Héritage de la COP29, l’idée de récompenser les acteurs économiques qui favorisent la transition écologique semblait partir d’une bonne intention. Elle fait aujourd’hui l’objet de nombreuses critiques, notamment par des acteurs à l’initiative même de cette idée.
L’Union européenne a mis en place ce que l’on appelle un « crédit-carbone », une sorte de certificat octroyant des subventions à tout acteur favorisant la réduction des émissions de carbone. Son but : atténuer les effets de l’industrie sur le changement climatique, il s’agit de décarboner les activités les plus polluantes afin de réduire l’émission de gaz à effet de serre.
En quoi consiste le crédit-carbone ?
Selon la définition avancée par l’Union européenne, le crédit-carbone est un outil pour favoriser tout citoyen, événement, entreprise ou collectivité, qui contribue à son échelle à la lutte contre le réchauffement climatique. Tatiana Marquez Uriartes, ex-directrice générale sur l’énergie à la Commission européenne, explique : « le bénéficiaire d’un crédit-carbone dispose d’un certificat attestant que son projet a évité l’émission future de gaz à effet de serre, ou a réduit sa proportion dans l’atmosphère ».

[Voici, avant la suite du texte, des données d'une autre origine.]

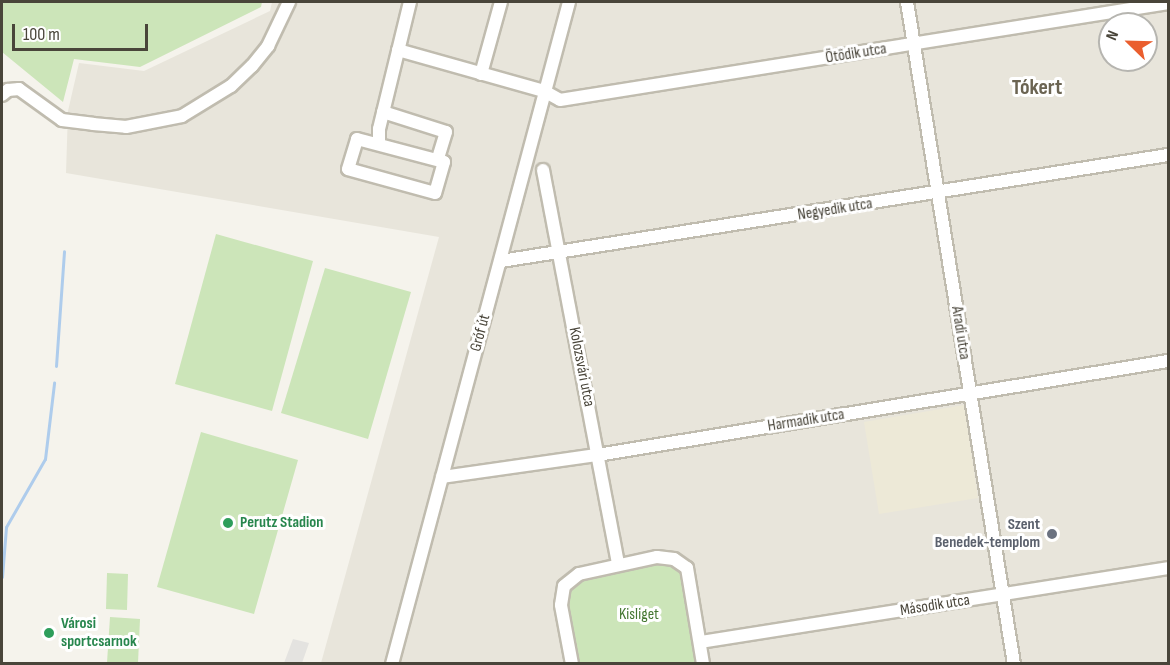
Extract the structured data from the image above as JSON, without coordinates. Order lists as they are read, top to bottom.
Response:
{
  "streets": {
    "street": [
      "Ötödik utca",
      "Negyedik utca",
      "Gróf út",
      "Aradi utca",
      "Kolozsvári utca",
      "Harmadik utca",
      "Második utca"
    ]
  },
  "crossings": [
    ["Ötödik utca", "Gróf út"],
    ["Ötödik utca", "Aradi utca"],
    ["Negyedik utca", "Gróf út"],
    ["Negyedik utca", "Aradi utca"],
    ["Negyedik utca", "Kolozsvári utca"],
    ["Gróf út", "Harmadik utca"],
    ["Aradi utca", "Harmadik utca"],
    ["Aradi utca", "Második utca"],
    ["Kolozsvári utca", "Harmadik utca"]
  ],
  "districts": ["Tókert"],
  "parks": ["Kisliget"],
  "places": ["Perutz Stadion", "Szent Benedek-templom", "Városi sportcsarnok"],
  "scale_bar": "100 m",
  "north": "top left"
}
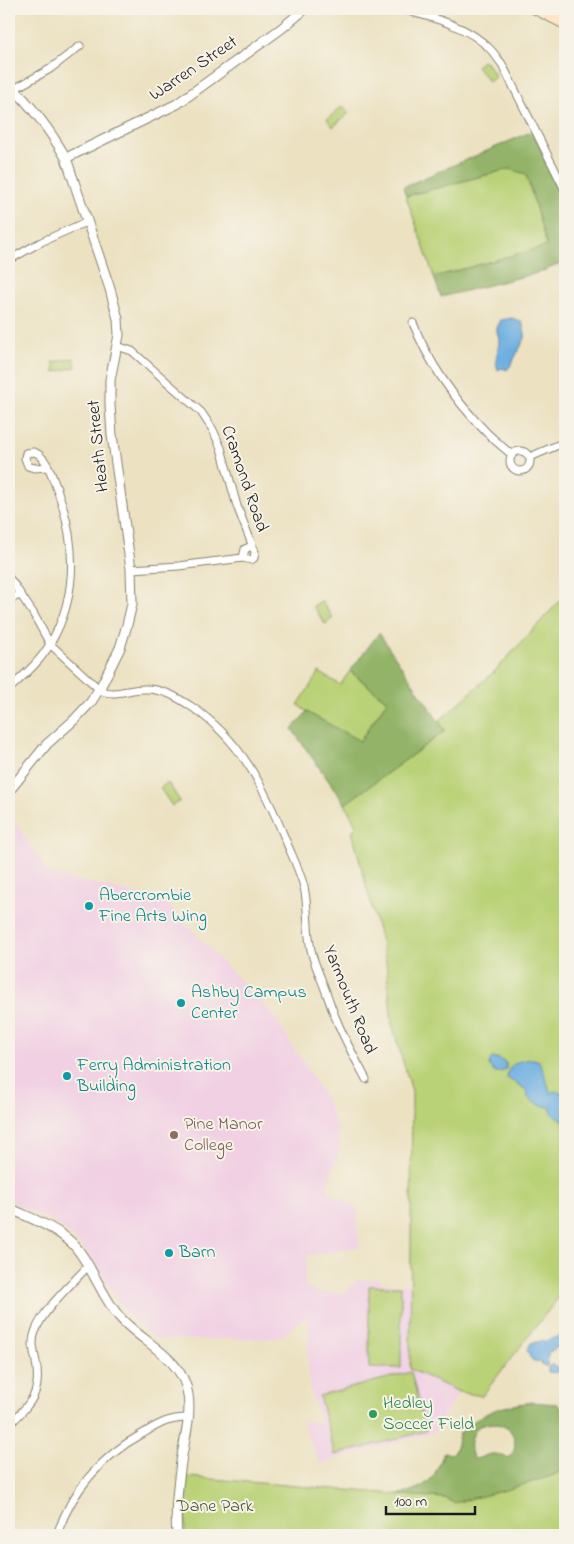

Ce certificat a une valeur marchande propre qui permet de subventionner d’autres projets, « par exemple en défiscalisant des projets polluants des taxes écologiques auxquels ils sont soumis ». Le prix d’un crédit-carbone dépend du projet. Il est déterminé par sa nature, son coût, sa localisation, la main d’œuvre nécessaire… Ce prix est généralement compris entre 50 centimes et 50 euros la tonne de CO². « Le but est de pousser les acteurs économiques à investir dans des projets décarbonés, dans la logique du développement durable ». Pour résumer simplement : tout acteur économique effectuant une action considérée comme bénéfique pour la diminution d’émission carbone dispose d’une subvention pour financer d’autres activités, notamment polluantes.
Un système critiqué…
Là où la disposition devient polémique, c’est sur l’ouverture d’un marché du carbone, un système boursier de transactions sur lequel les crédits-carbone sont monnayés d’un acteur à un autre. « The Shift Project », le think-tank de Jean-Marc Jancovici*, est de longue date engagé pour une économie bas-carbone, et a grandement influencé acteurs privés et publics à s’emparer de la question. Pauline Brouillard, chargée de communication du think-tank, clarifie leurs perspectives sur ce dossier, qu’ils travaillent depuis presque quinze ans. « Le crédit-carbone est une idée datant des années 90. Si à l’origine l’objectif était le même, le moyen était de tout autre nature : la définition de limites strictes d’émission de gaz à effet de serre ».
Pour The Shift Project, il s’agissait d’une logique restrictive qui aurait difficilement été acceptée, et donc néfaste sur le court terme. Cependant, la solution adoptée aujourd’hui leur paraît contre-productive à plusieurs égards : « ce qui pose problème c’est la manière dont on a financiarisé le marché du carbone, en permettant à des entreprises qui font des efforts écologiques de revendre leur crédit-carbone à des entreprises qui ne réduisent aucunement leur pollution ». Cela permet par exemple à Tesla, qui vend quantité de voitures électriques, d’accumuler des crédits-carbone, et de les revendre à des entreprises automobiles européennes sur des projets purement diesel.
… par ses propres instigateurs
Plus directe dans ses critiques, l’ONG Carbon Market Watch milite pour que les transactions de crédits-carbone soient utilisées par des acteurs économiques qui effectuent bel et bien leur transition vers une société zéro-carbone, et non pas vers des entreprises polluantes (ce qui est dans le cadre légal aujourd’hui). Pour Khaled Diab, directeur de la communication de Carbon Market Watch, « le marché du carbone donne aux industries lourdes un droit à polluer, aux frais des fonds d’investissement et du contribuable ».
L’ONG a également à plusieurs reprises décrié un phénomène de « greenwashing », elle entend par cela « un procédé de marketing pour se donner une image trompeuse de responsabilité écologique ». On pourrait même, non sans une certaine ironie, comparer cela aux indulgences au Moyen Âge, où l’on effaçait les pêchés des contributeurs à la juste rémunération de leurs saintes subventions pour l’Église.
*Jean-Marc Jancovici est un ingénieur et conférencier français expert dans le domaine de l’énergie.